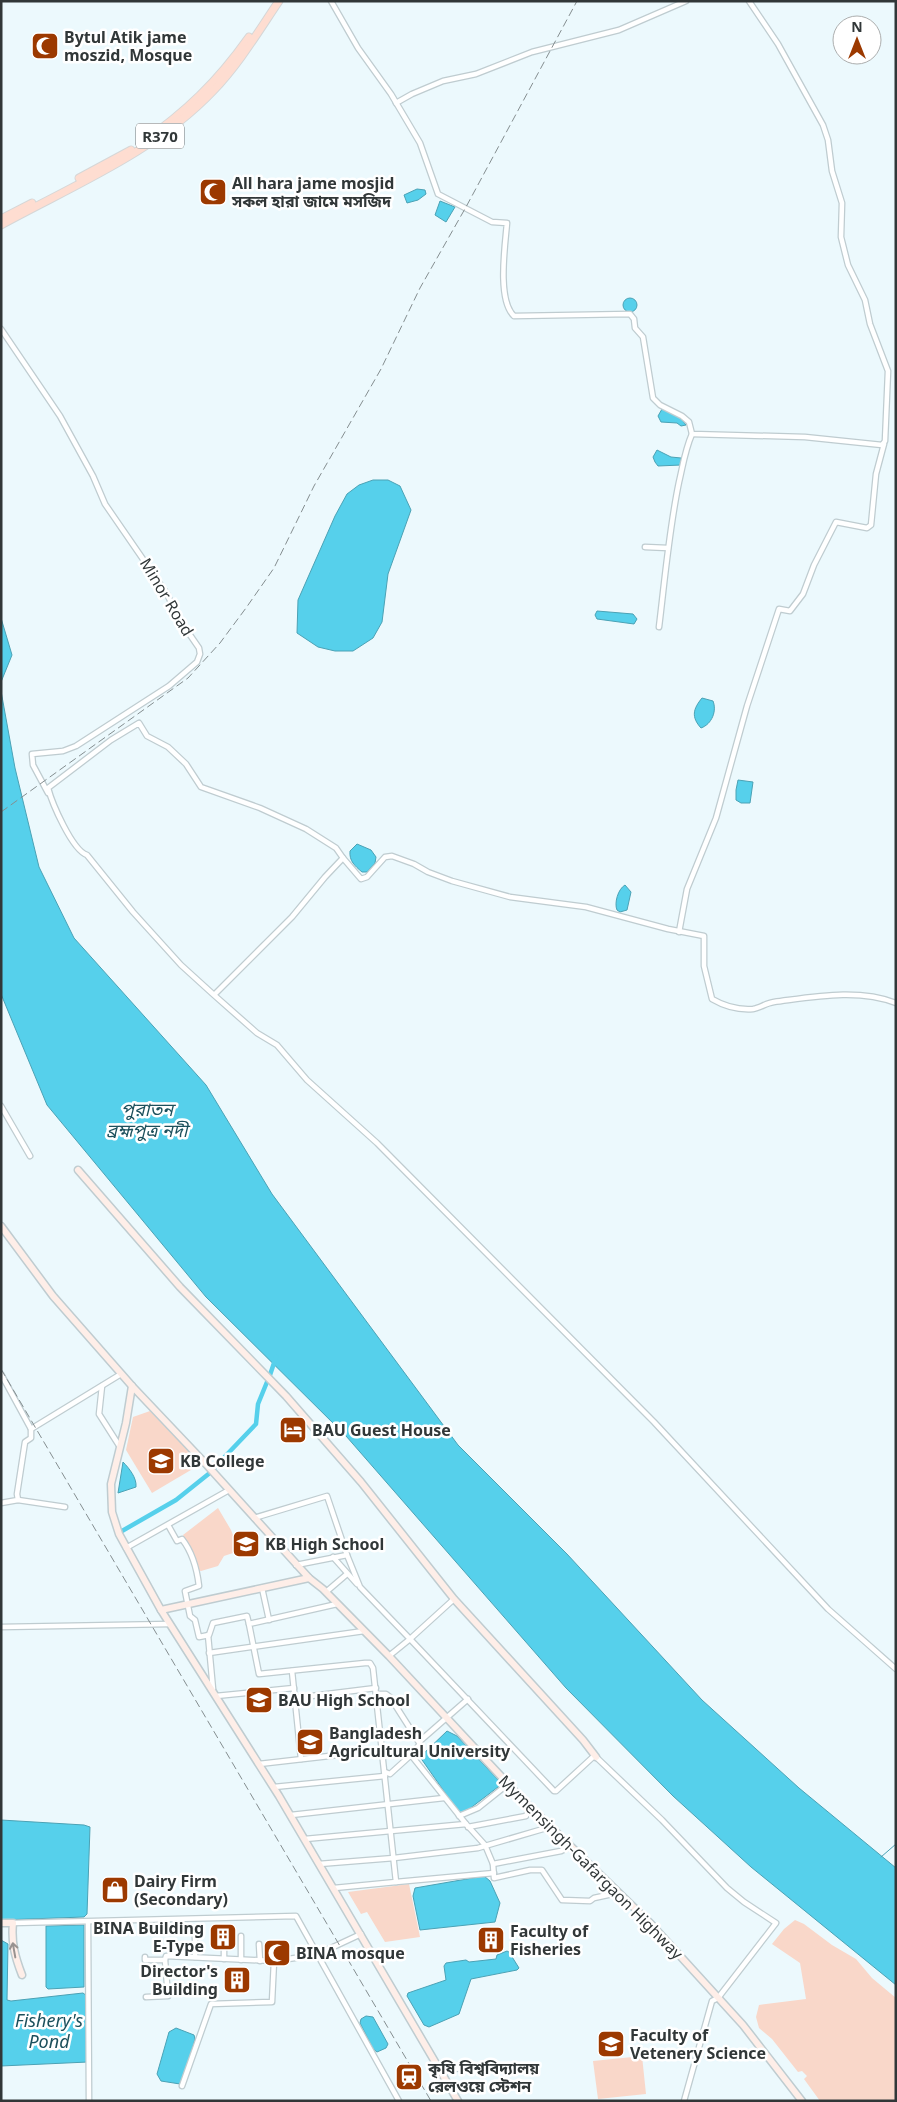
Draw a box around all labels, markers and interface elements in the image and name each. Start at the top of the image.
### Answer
north arrow [832,15,882,65]
text: N [851,17,863,36]
place label: Bytul Atik jame moszid, Mosque [64,26,192,66]
mosque icon: Bytul Atik jame moszid, Mosque [30,31,60,61]
road number: R370 [136,124,184,148]
place label: All hara jame mosjid সকল হারা জামে মসজিদ [231,172,394,212]
mosque icon: All hara jame mosjid সকল হারা জামে মসজিদ [198,177,228,207]
street label: Minor Road [135,554,199,640]
water label: পুরাতন ব্রহ্মপুত্র নদী [106,1097,191,1142]
hotel icon: BAU Guest House [278,1415,308,1445]
place label: BAU Guest House [312,1419,451,1441]
school or university icon: KB College [146,1446,176,1476]
place label: KB College [180,1450,264,1472]
school or university icon: KB High School [231,1529,261,1559]
place label: KB High School [265,1533,384,1555]
school or university icon: BAU High School [244,1685,274,1715]
place label: BAU High School [278,1689,410,1711]
place label: Bangladesh Agricultural University [329,1722,511,1762]
school or university icon: Bangladesh Agricultural University [295,1727,325,1757]
street label: Mymensingh-Gafargaon Highway [494,1770,689,1965]
place label: Dairy Firm (Secondary) [134,1870,228,1910]
shop icon: Dairy Firm (Secondary) [100,1875,130,1905]
place label: BINA Building E-Type [93,1917,204,1957]
place label: Faculty of Fisheries [510,1920,589,1960]
building icon: BINA Building E-Type [208,1922,238,1952]
building icon: Faculty of Fisheries [476,1925,506,1955]
mosque icon: BINA mosque [262,1938,292,1968]
one-way arrow [9,1942,19,1958]
place label: BINA mosque [296,1942,405,1964]
place label: Director's Building [140,1960,218,2000]
building icon: Director's Building [222,1965,252,1995]
water label: Fishery's Pond [15,2008,83,2053]
place label: Faculty of Vetenery Science [630,2024,766,2064]
school or university icon: Faculty of Vetenery Science [596,2029,626,2059]
place label: কৃষি বিশ্ববিদ্যালয় রেলওয়ে স্টেশন [427,2057,540,2097]
station icon: কৃষি বিশ্ববিদ্যালয় রেলওয়ে স্টেশন [394,2062,424,2092]

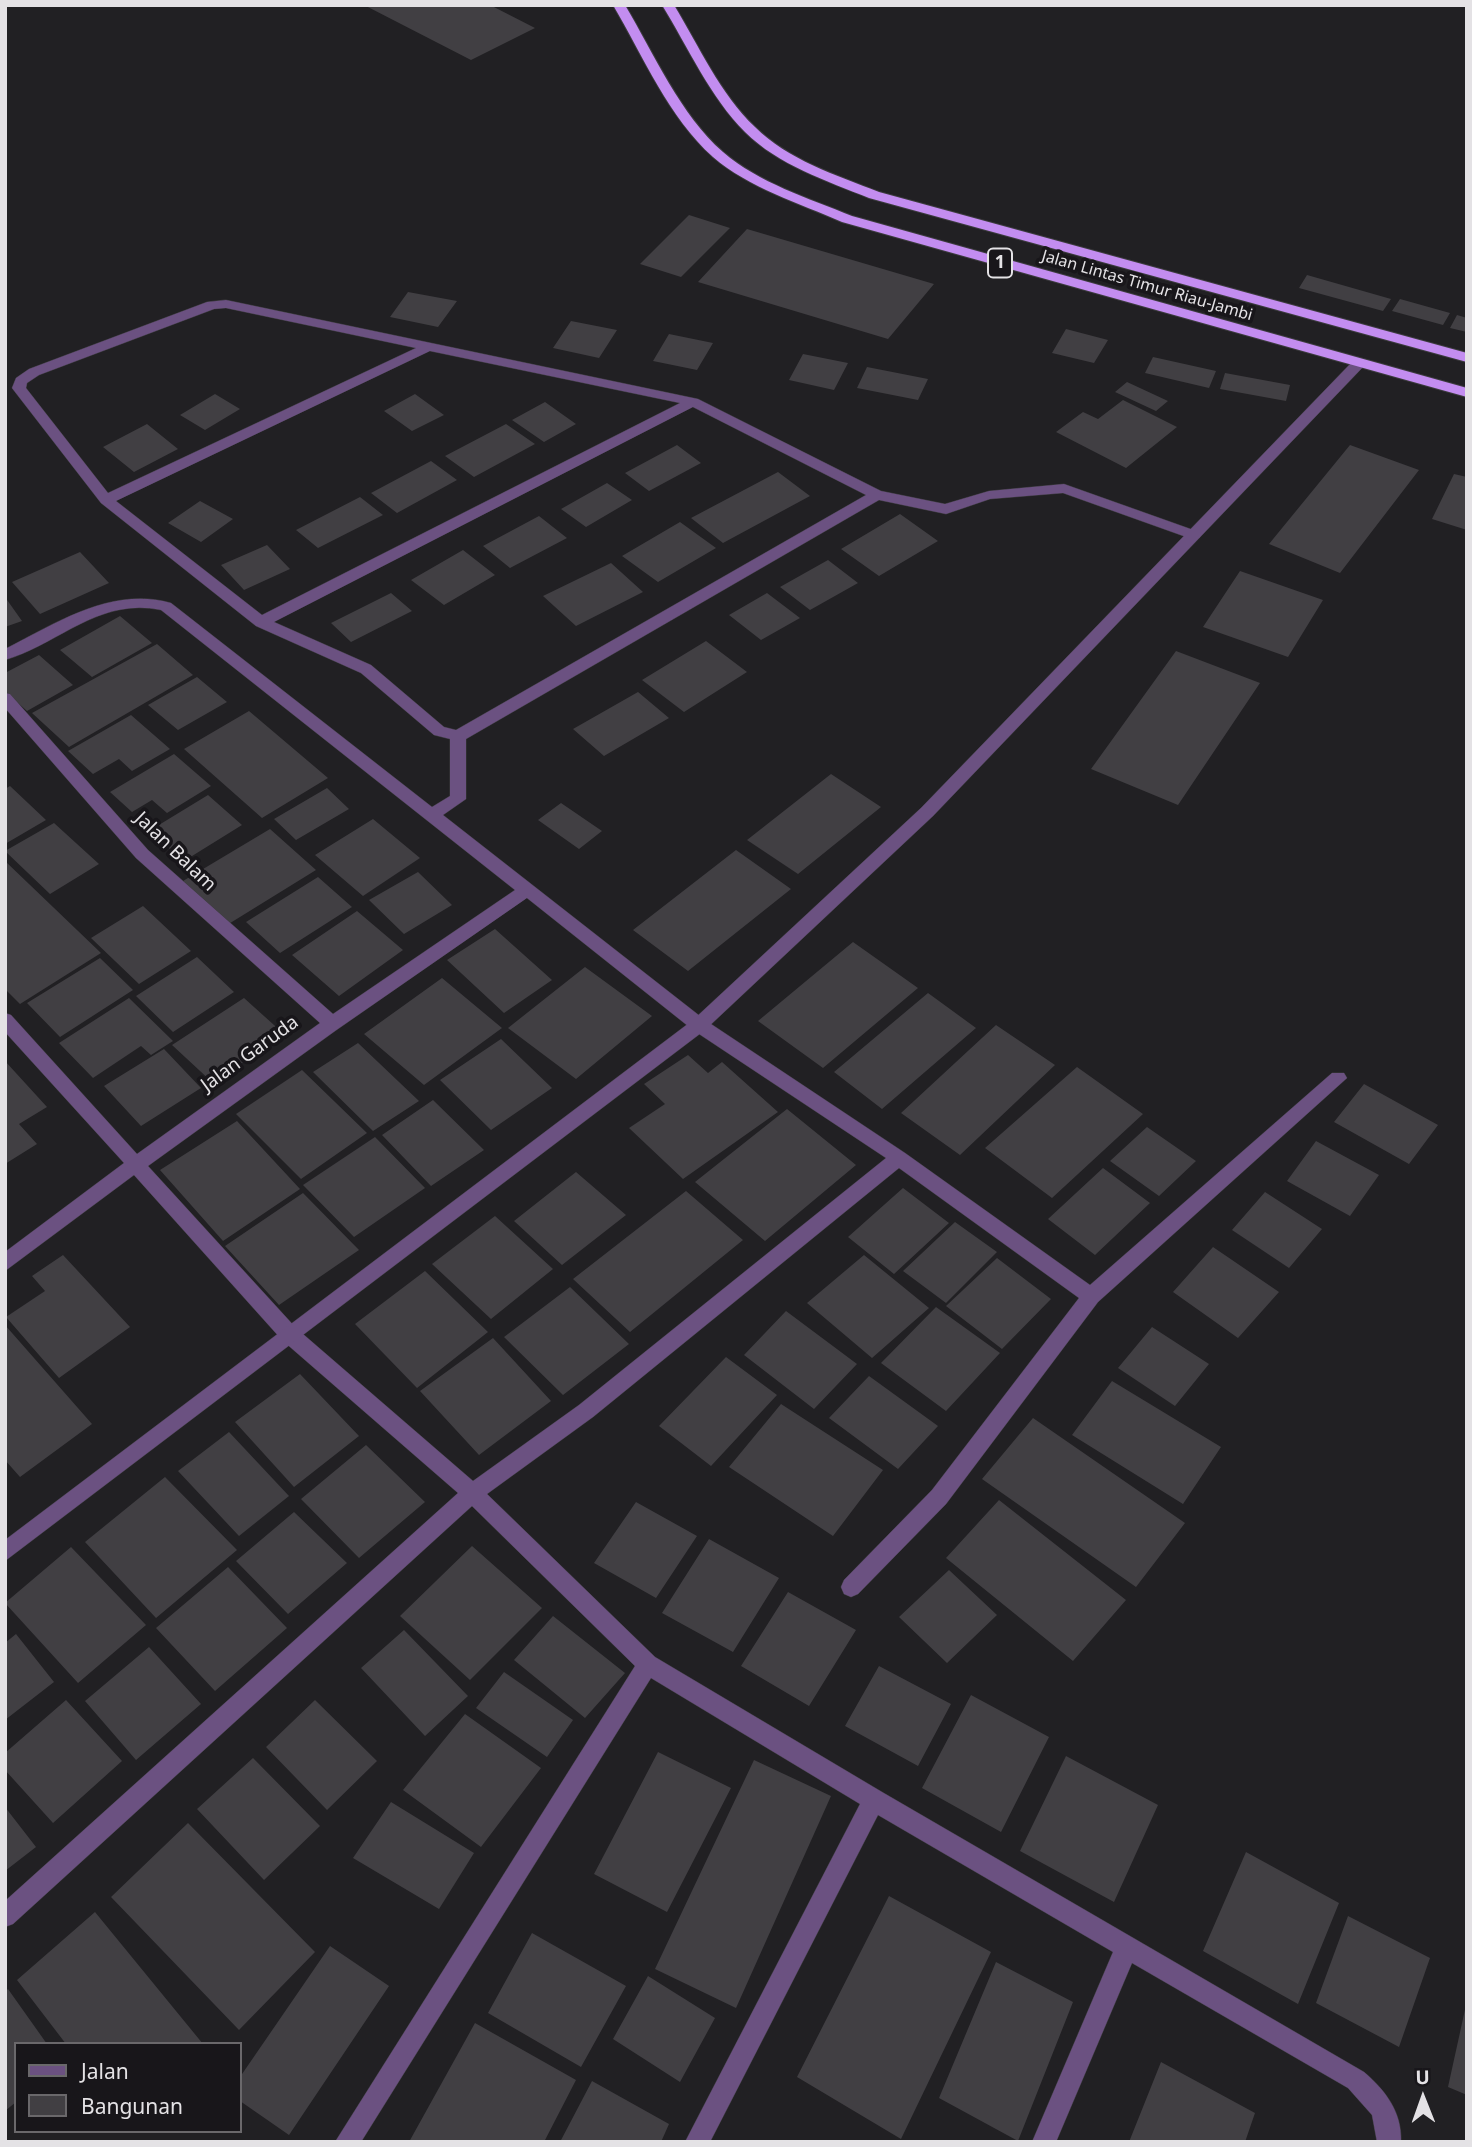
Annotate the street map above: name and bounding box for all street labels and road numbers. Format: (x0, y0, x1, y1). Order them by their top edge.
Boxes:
street label: Jalan Lintas Timur Riau-Jambi (1039, 247, 1255, 325)
road number: 1 (988, 248, 1012, 278)
street label: Jalan Balam (130, 808, 220, 896)
street label: Jalan Garuda (197, 1011, 303, 1097)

———

• _WHAT THE TASK ASKS_:
Copy each entry exactly, with no pictures.

• _TASK OUTPUT_:
Draw a box around all labels, markers and interface elements in the image and name each. Start at the top of the image.
### Answer
north arrow [832,15,882,65]
text: N [851,17,863,36]
place label: Bytul Atik jame moszid, Mosque [64,26,192,66]
mosque icon: Bytul Atik jame moszid, Mosque [30,31,60,61]
road number: R370 [136,124,184,148]
place label: All hara jame mosjid সকল হারা জামে মসজিদ [231,172,394,212]
mosque icon: All hara jame mosjid সকল হারা জামে মসজিদ [198,177,228,207]
street label: Minor Road [135,554,199,640]
water label: পুরাতন ব্রহ্মপুত্র নদী [106,1097,191,1142]
hotel icon: BAU Guest House [278,1415,308,1445]
place label: BAU Guest House [312,1419,451,1441]
school or university icon: KB College [146,1446,176,1476]
place label: KB College [180,1450,264,1472]
school or university icon: KB High School [231,1529,261,1559]
place label: KB High School [265,1533,384,1555]
school or university icon: BAU High School [244,1685,274,1715]
place label: BAU High School [278,1689,410,1711]
place label: Bangladesh Agricultural University [329,1722,511,1762]
school or university icon: Bangladesh Agricultural University [295,1727,325,1757]
street label: Mymensingh-Gafargaon Highway [494,1770,689,1965]
place label: Dairy Firm (Secondary) [134,1870,228,1910]
shop icon: Dairy Firm (Secondary) [100,1875,130,1905]
place label: BINA Building E-Type [93,1917,204,1957]
place label: Faculty of Fisheries [510,1920,589,1960]
building icon: BINA Building E-Type [208,1922,238,1952]
building icon: Faculty of Fisheries [476,1925,506,1955]
mosque icon: BINA mosque [262,1938,292,1968]
one-way arrow [9,1942,19,1958]
place label: BINA mosque [296,1942,405,1964]
place label: Director's Building [140,1960,218,2000]
building icon: Director's Building [222,1965,252,1995]
water label: Fishery's Pond [15,2008,83,2053]
place label: Faculty of Vetenery Science [630,2024,766,2064]
school or university icon: Faculty of Vetenery Science [596,2029,626,2059]
place label: কৃষি বিশ্ববিদ্যালয় রেলওয়ে স্টেশন [427,2057,540,2097]
station icon: কৃষি বিশ্ববিদ্যালয় রেলওয়ে স্টেশন [394,2062,424,2092]

Annotate the street map above: name and bounding box for all street labels and road numbers. Format: (x0, y0, x1, y1). Order them by their top edge.
Boxes:
street label: Jalan Lintas Timur Riau-Jambi (1039, 247, 1255, 325)
road number: 1 (988, 248, 1012, 278)
street label: Jalan Balam (130, 808, 220, 896)
street label: Jalan Garuda (197, 1011, 303, 1097)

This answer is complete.